In a finding with implications for one of the most promising cutting-edge medical treatments, the researchers evaluated several measurement techniques commonly used in gene therapy. The study determined that one of the most popular techniques was “problematic” and requires further development and standardization.
In gene therapy, a person’s defective genes are replaced or modified to treat or prevent diseases. With approximately two dozen products on the market and hundreds of clinical trials underway or planned, the treatment is hailed as a revolutionary approach to attacking the fundamental genetic causes of diseases ranging from sickle cell anemia to cancer.
Some gene therapy treatments use modified adeno-associated viruses (AAV) to deliver therapeutic genetic material to the patient’s cells. These AAVs are designed to target specific cell types. Their infectious genetic material is then replaced with therapeutic genetic material and administered to the patient.
Correctly measuring AAV vectors, as they are called, is critical to their safety and effectiveness.
In a recently published study, researchers from the National Institute of Standards and Technology, the National Institute for Innovation in Manufacturing Biopharmaceuticals (NIIMBL), and the US Pharmacopeia (USP) recruited six industrial laboratories in the United States and Europe to measure sample AAV vectors. .
Laboratories were asked to quantify the concentration of genetic material and viral particles in the vectors. They used four measurement techniques and reported their results to the study authors.
Of the four measurement methods used, the polymerase chain reaction enzyme-linked immunosorbent assay (PCR-ELISA) had the lowest accuracy and precision. By precision, researchers mean how close the measurement is to the correct value. Precision refers to whether the method produces consistently similar results.
The imprecision of PCR-ELISA led the study authors to conclude that the method had “poor reproducibility.” Their results could not be reliably replicated either within the same laboratory or in different laboratories.
The method “should not be used for quantitative analysis.” [measurements of AAV vectors] without further development and harmonization of methods,” they added.
PCR-ELISA are actually two independent tools combined into one. PCR is used to quantify genetic material and ELISA measures the proteins that make up the viral envelope. Both tests have been around for decades, and there are dozens of versions of each sold on the market today.
As a result, there are subtle but important differences in the way PCR-ELISA is manufactured and used, said NIST chemical engineer Wyatt N. Vreeland. Everyone may think they’re doing the same thing when they take a PCR-ELISA test, he said, but that’s often not the case.

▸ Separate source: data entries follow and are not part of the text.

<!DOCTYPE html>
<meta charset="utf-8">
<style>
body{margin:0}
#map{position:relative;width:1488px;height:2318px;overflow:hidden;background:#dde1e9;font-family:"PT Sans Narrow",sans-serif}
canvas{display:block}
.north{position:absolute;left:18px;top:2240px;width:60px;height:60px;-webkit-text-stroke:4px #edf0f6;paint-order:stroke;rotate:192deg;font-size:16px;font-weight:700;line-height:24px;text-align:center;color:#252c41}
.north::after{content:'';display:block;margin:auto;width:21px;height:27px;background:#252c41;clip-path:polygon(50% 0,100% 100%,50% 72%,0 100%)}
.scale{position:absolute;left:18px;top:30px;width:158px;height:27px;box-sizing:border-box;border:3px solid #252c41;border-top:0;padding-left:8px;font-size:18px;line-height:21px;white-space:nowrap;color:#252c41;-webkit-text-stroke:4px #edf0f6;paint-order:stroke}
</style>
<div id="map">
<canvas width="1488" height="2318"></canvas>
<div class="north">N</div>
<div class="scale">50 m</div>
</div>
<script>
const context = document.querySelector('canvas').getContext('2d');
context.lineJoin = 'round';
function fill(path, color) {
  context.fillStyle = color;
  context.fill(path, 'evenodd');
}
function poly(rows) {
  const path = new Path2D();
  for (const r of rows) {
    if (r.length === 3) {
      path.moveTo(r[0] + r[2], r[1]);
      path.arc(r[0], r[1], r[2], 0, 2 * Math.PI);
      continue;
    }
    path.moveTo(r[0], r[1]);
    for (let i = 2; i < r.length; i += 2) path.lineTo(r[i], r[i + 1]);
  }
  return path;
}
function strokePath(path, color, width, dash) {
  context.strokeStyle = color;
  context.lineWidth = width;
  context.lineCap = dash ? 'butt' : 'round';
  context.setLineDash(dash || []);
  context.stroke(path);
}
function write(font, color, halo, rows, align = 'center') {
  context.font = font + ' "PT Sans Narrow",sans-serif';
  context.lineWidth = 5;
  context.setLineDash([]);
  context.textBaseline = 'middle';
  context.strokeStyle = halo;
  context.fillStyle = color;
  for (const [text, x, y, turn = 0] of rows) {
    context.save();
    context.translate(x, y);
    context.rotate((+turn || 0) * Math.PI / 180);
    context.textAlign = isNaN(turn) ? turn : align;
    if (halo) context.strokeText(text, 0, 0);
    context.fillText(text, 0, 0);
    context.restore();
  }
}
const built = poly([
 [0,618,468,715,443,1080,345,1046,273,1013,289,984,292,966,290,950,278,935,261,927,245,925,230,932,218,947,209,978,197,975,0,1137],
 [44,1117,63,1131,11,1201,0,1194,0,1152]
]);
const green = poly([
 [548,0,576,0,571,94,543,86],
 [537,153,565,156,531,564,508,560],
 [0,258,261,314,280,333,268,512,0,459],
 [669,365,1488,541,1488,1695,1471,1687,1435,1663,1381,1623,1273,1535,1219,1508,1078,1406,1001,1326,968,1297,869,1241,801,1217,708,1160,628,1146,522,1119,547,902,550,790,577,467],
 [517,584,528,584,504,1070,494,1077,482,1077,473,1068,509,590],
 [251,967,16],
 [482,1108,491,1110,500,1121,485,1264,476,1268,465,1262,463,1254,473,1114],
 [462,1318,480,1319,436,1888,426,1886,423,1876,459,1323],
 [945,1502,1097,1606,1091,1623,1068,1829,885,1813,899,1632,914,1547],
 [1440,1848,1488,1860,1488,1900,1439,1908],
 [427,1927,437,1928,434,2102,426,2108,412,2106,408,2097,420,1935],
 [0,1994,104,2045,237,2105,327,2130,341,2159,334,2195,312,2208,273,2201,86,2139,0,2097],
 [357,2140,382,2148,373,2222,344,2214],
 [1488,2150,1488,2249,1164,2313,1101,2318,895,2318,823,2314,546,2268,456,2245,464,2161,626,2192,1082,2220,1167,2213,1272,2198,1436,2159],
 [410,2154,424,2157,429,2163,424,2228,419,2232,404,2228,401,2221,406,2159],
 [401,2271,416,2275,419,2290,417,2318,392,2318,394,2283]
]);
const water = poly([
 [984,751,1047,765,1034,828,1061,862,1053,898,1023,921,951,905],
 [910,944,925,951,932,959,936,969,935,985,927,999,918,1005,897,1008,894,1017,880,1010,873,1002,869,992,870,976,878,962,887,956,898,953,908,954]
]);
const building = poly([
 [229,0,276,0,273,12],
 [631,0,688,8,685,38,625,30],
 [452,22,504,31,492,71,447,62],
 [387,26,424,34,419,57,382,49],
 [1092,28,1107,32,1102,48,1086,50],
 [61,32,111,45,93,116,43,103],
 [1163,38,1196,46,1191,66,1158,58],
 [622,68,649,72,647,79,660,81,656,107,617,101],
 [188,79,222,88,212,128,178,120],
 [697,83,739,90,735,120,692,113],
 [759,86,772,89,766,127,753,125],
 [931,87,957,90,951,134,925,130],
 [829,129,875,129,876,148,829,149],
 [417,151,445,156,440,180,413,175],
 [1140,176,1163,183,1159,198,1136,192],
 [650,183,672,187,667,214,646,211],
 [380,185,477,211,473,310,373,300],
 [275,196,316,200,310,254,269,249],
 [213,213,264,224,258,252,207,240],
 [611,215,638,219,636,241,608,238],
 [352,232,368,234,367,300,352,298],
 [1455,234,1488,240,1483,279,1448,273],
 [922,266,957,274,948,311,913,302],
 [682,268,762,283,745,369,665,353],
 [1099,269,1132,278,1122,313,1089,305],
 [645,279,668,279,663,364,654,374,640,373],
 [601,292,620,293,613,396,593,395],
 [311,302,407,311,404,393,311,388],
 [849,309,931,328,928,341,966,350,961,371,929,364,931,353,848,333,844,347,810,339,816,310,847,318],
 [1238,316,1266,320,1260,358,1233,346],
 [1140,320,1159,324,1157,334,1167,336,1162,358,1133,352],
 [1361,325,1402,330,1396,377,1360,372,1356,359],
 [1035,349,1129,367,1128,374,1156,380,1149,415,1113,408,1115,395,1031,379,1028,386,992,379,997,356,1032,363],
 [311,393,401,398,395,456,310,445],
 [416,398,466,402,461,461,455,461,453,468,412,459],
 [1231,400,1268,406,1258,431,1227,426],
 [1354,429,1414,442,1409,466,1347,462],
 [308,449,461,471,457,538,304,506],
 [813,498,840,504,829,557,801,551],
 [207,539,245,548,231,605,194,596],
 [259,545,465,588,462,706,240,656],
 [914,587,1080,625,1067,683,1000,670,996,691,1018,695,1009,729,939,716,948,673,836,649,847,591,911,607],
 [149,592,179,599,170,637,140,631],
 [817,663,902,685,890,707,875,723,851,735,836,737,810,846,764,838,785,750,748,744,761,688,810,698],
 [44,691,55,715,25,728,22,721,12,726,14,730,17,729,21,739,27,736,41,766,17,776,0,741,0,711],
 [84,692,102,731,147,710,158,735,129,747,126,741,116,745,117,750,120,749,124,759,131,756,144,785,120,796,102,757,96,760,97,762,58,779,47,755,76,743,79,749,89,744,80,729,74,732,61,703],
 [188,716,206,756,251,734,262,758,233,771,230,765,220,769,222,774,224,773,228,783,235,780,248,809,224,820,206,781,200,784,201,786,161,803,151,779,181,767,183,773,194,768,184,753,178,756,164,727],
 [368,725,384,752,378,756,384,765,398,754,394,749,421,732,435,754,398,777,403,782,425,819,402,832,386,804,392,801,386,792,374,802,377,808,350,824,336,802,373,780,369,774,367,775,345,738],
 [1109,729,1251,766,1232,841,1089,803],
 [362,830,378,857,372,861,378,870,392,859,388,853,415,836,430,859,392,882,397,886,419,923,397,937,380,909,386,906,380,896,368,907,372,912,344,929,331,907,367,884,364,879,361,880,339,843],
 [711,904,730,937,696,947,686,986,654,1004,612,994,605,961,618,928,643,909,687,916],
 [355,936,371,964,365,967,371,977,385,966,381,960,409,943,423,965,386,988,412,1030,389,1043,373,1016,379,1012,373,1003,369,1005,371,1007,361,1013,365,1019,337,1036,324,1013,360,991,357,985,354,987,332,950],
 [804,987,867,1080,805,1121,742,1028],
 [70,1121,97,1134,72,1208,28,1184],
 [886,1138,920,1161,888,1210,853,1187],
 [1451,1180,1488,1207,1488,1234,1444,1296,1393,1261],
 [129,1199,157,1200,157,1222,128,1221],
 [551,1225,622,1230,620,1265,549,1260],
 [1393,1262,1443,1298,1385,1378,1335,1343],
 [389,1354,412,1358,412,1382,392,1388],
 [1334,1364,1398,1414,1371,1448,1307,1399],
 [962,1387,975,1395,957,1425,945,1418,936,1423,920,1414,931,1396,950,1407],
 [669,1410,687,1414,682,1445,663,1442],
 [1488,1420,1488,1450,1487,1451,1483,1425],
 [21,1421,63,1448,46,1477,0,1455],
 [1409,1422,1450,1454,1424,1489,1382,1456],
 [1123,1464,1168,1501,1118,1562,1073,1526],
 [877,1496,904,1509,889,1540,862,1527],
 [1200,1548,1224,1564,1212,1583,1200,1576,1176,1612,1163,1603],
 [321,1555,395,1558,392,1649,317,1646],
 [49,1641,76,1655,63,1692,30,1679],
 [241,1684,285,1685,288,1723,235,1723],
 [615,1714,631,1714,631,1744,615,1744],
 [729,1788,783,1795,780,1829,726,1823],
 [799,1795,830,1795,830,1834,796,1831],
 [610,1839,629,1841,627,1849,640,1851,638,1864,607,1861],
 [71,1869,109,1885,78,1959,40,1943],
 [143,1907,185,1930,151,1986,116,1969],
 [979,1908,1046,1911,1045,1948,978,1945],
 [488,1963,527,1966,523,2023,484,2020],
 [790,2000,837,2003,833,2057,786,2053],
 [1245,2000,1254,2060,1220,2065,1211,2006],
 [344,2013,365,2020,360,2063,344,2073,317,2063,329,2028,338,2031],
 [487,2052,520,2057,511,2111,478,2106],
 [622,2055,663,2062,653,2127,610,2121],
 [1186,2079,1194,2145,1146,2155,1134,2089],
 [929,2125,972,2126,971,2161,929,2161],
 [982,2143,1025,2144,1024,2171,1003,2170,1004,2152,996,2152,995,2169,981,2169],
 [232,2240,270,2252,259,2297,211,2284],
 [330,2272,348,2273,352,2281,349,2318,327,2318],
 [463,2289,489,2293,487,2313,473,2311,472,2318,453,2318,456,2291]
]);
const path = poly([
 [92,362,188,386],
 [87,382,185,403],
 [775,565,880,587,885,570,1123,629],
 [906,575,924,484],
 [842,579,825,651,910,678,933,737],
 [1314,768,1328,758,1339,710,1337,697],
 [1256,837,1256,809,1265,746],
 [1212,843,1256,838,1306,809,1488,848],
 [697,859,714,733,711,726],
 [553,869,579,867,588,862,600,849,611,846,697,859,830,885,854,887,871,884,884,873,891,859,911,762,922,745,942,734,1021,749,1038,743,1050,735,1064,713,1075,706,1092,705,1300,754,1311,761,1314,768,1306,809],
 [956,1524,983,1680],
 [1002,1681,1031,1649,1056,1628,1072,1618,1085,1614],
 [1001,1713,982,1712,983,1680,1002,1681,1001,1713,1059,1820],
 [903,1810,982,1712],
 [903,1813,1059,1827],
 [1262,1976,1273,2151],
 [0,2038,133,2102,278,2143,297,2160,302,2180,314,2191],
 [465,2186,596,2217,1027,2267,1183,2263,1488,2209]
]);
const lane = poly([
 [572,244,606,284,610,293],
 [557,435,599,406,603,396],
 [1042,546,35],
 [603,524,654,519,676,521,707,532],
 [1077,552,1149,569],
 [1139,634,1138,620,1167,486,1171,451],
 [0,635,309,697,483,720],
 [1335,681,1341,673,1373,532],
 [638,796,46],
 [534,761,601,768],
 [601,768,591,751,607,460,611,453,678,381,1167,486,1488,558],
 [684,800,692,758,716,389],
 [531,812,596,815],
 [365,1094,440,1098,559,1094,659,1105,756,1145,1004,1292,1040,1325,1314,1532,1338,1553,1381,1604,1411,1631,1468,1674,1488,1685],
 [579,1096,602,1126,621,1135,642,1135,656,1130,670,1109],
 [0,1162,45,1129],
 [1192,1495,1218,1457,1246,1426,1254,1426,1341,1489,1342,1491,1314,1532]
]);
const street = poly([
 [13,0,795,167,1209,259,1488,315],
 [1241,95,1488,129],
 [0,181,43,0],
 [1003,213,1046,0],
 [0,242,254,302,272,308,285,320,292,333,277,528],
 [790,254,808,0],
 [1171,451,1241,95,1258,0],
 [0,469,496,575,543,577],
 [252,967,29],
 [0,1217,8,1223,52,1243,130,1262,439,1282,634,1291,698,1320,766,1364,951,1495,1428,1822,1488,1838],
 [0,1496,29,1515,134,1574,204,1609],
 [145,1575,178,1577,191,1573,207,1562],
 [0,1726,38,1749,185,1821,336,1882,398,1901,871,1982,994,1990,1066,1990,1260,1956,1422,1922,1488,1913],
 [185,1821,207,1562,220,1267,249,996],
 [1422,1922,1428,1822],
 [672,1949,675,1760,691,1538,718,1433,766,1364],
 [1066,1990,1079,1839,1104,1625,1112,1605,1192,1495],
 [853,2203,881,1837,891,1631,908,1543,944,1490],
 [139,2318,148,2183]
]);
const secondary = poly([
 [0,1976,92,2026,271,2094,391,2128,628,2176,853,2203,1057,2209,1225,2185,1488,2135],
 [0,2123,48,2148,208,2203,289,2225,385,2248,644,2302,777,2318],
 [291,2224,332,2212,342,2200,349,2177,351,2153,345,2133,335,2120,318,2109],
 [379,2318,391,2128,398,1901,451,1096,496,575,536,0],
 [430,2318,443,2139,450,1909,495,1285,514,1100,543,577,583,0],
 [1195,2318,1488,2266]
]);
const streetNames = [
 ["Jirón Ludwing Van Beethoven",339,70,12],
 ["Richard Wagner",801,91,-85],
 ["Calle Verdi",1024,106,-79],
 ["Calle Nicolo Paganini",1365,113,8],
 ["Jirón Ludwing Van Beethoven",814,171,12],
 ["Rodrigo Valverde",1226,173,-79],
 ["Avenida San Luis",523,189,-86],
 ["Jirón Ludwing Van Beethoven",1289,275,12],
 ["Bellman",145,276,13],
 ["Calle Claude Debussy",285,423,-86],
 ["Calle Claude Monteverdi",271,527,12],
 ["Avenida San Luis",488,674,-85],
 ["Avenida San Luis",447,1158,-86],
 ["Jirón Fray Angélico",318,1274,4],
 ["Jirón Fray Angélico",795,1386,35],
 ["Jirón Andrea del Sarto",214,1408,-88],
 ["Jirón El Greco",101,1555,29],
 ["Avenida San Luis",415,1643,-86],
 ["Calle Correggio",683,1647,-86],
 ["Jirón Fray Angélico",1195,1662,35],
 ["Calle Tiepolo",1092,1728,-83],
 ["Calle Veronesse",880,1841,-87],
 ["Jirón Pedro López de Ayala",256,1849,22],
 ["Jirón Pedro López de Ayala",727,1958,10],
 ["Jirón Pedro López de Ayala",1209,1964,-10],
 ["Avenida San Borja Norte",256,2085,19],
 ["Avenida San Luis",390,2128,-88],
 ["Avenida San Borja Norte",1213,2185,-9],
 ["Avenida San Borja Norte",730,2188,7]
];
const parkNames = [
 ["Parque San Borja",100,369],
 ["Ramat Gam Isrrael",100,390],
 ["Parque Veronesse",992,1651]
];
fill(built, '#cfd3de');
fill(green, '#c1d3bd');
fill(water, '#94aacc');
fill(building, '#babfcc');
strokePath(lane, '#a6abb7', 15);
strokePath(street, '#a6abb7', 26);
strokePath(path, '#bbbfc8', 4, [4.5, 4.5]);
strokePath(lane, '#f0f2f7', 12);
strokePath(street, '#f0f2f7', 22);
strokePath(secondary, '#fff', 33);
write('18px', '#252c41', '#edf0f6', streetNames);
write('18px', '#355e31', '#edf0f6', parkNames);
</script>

“It’s like a recipe for the same chocolate cake,” said Vreeland, who was the study’s principal investigator. “You can give someone the same ingredients, but when you use different equipment to make them or bake them in different ovens, the cakes don’t turn out the same.”
Here’s what the study found about the other three methods:
- SEC-MALS (size exclusion chromatography with multi-angle light scattering and tandem UV/Vis and/or refractive index) was the most accurate and precise of the methods tested.
- SV-AUC (Sedimentation Velocity Analytical Ultracentrifugation) with UV/Vis and/or Rayleigh interference optics was less accurate and precise than SEC-MALS, which surprised researchers since SV-AUC is considered the “gold standard.” ” for the measurement of AAV vectors. However, SV-AUC was better than SEC-MALS at creating a detailed “map” of the distribution of genetic and viral particles in the AAV vector. The study suggested that “SEC-MALS could be implemented as a general method with [SV-AUC] being used for more complete analysis as necessary.”
- A260/A280 dual-wavelength ultraviolet spectrophotometry, which measures the absorption of ultraviolet light by a sample, has significant limitations compared to other methods. It cannot distinguish between partially filled or overfilled AAV vectors. Additionally, the AAV protein particles are too large for the team to handle without errors. These problems with spectrophotometry are well documented, and this technique is generally not relied upon for high-precision measurements.
The study did not draw conclusions about past, ongoing, or future gene therapy research that relied on these methods for measuring AAV vectors. Nor did it make any policy or regulatory recommendations.
In future work, researchers from NIST, USP, and NIIMBL, a public-private partnership supported by NIST to support biopharmaceutical manufacturing, plan to develop standard operating procedures (SOPs) for the SV-AUC. SOPs are a detailed, written set of instructions for a specific technology or methodology. Scientists believe that having widely accepted SOPs for SV-AUC will improve its reproducibility performance to the same level as that of SEC-MALS, for which SOPs already exist.
“All the different methods we tested have their limitations and uncertainties,” Vreeland said. “The important thing is that you understand what your measurement technique can and cannot tell you.”